• Task instructions
Whenever a line of the records below contains the word "Food", copy that line.

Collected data
[Start of Attachment]

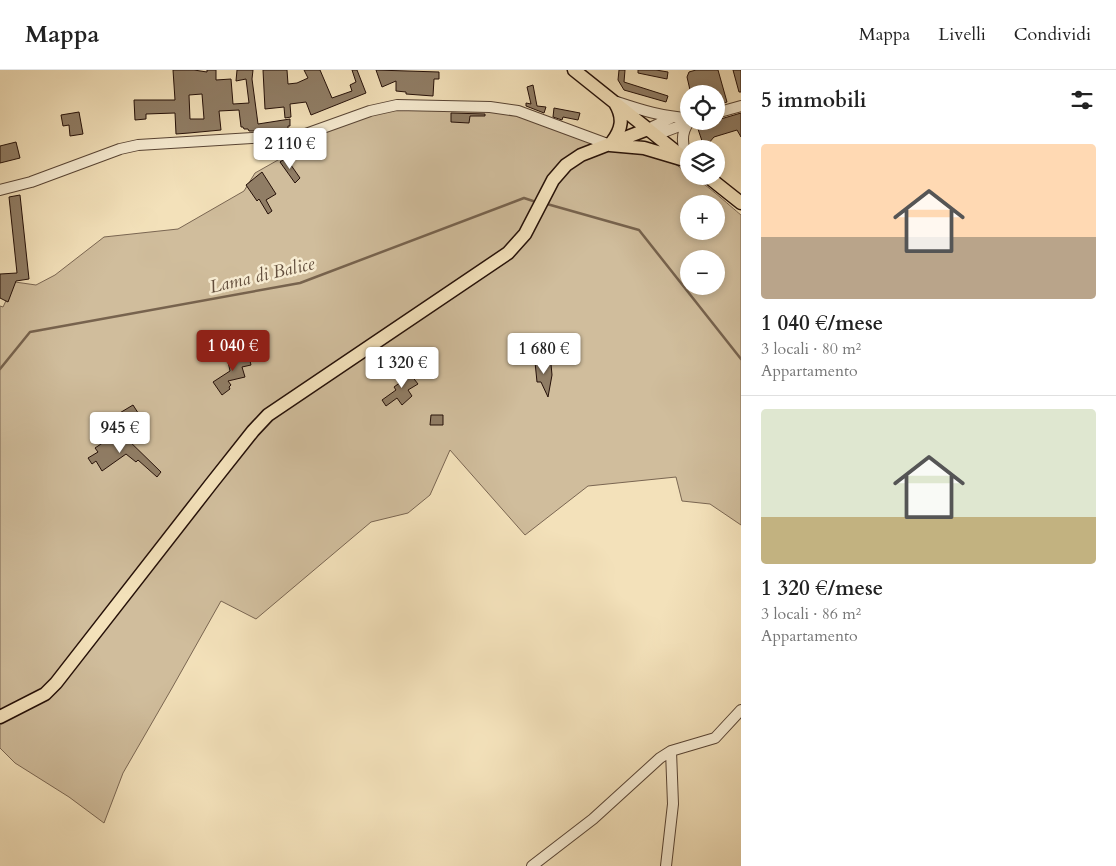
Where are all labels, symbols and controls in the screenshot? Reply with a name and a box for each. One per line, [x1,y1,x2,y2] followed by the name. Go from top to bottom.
[25,18,99,51] text: Mappa
[859,22,910,47] text: Mappa
[938,22,986,47] text: Livelli
[1014,22,1091,47] text: Condividi
[680,85,725,295] map controls
[680,85,725,130] button: locate
[761,86,867,115] text: 5 immobili
[1068,86,1096,114] icon: filters
[244,128,336,170] pin: 2 110 €
[265,133,315,155] text: 2 110 €
[680,140,725,185] button: layers
[884,176,974,266] icon: home
[680,195,725,240] button: +
[680,250,725,295] button: −
[207,251,318,300] water label: Lama di Balice
[761,309,883,338] text: 1 040 €/mese
[187,330,279,372] pin: 1 040 €
[498,332,590,375] pin: 1 680 €
[208,335,258,357] text: 1 040 €
[519,338,569,360] text: 1 680 €
[761,338,861,360] text: 3 locali · 80 m²
[356,346,448,389] pin: 1 320 €
[377,352,427,374] text: 1 320 €
[761,360,858,382] text: Appartamento
[85,412,155,454] pin: 945 €
[101,417,139,439] text: 945 €
[884,442,974,532] icon: home
[761,574,883,603] text: 1 320 €/mese
[761,603,861,625] text: 3 locali · 86 m²
[761,625,858,647] text: Appartamento

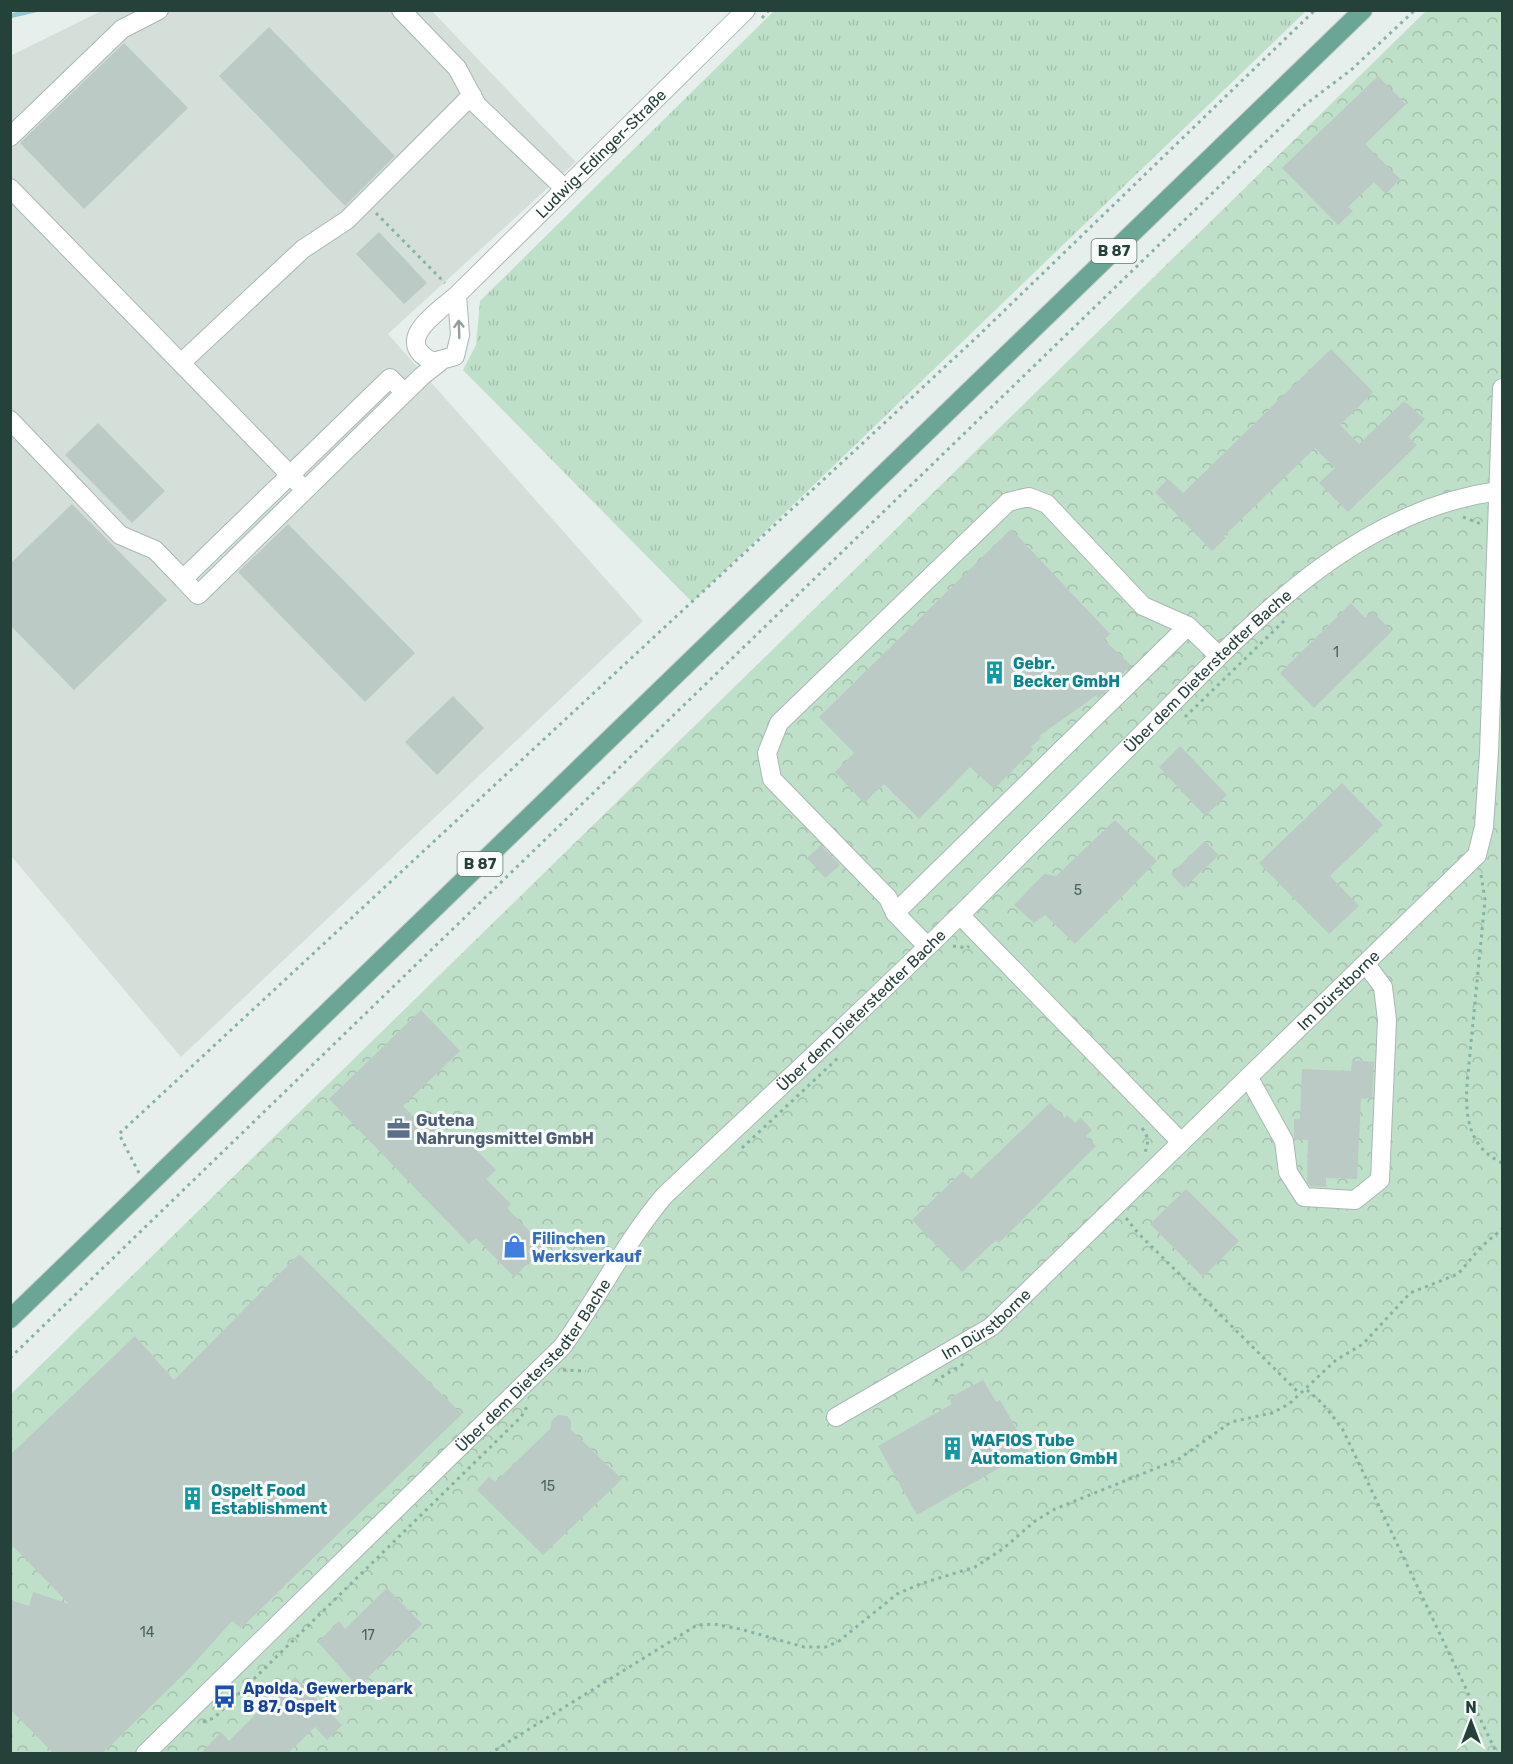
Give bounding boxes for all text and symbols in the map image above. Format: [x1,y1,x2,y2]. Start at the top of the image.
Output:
street label: Ludwig-Edinger-Straße [532,85,670,222]
road number: B 87 [1092,239,1136,263]
one-way arrow [454,320,465,340]
street label: Über dem Dieterstedter Bache [1120,585,1295,757]
house number: 1 [1333,644,1339,661]
place label: Gebr. Becker GmbH [1013,654,1120,691]
building icon: Gebr. Becker GmbH [982,659,1008,685]
road number: B 87 [458,852,502,876]
house number: 5 [1074,882,1082,899]
street label: Über dem Dieterstedter Bache [773,925,950,1095]
street label: Im Dürstborne [1293,946,1383,1034]
place label: Gutena Nahrungsmittel GmbH [416,1111,594,1148]
office icon: Gutena Nahrungsmittel GmbH [385,1116,411,1142]
place label: Filinchen Werksverkauf [532,1229,642,1266]
shop icon: Filinchen Werksverkauf [501,1234,527,1260]
street label: Über dem Dieterstedter Bache [451,1275,615,1456]
street label: Im Dürstborne [938,1285,1035,1364]
place label: WAFIOS Tube Automation GmbH [971,1431,1118,1468]
building icon: WAFIOS Tube Automation GmbH [940,1436,966,1462]
house number: 15 [541,1478,555,1495]
place label: Ospelt Food Establishment [211,1481,328,1518]
building icon: Ospelt Food Establishment [180,1486,206,1512]
house number: 14 [140,1624,155,1641]
house number: 17 [361,1627,375,1644]
place label: Apolda, Gewerbepark B 87, Ospelt [243,1679,413,1716]
bus stop icon: Apolda, Gewerbepark B 87, Ospelt [212,1684,238,1710]
north arrow [1441,1692,1501,1752]
text: N [1465,1698,1477,1717]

[End of Attachment]

• Result of the task
place label: Ospelt Food Establishment [211,1481,328,1518]
building icon: Ospelt Food Establishment [180,1486,206,1512]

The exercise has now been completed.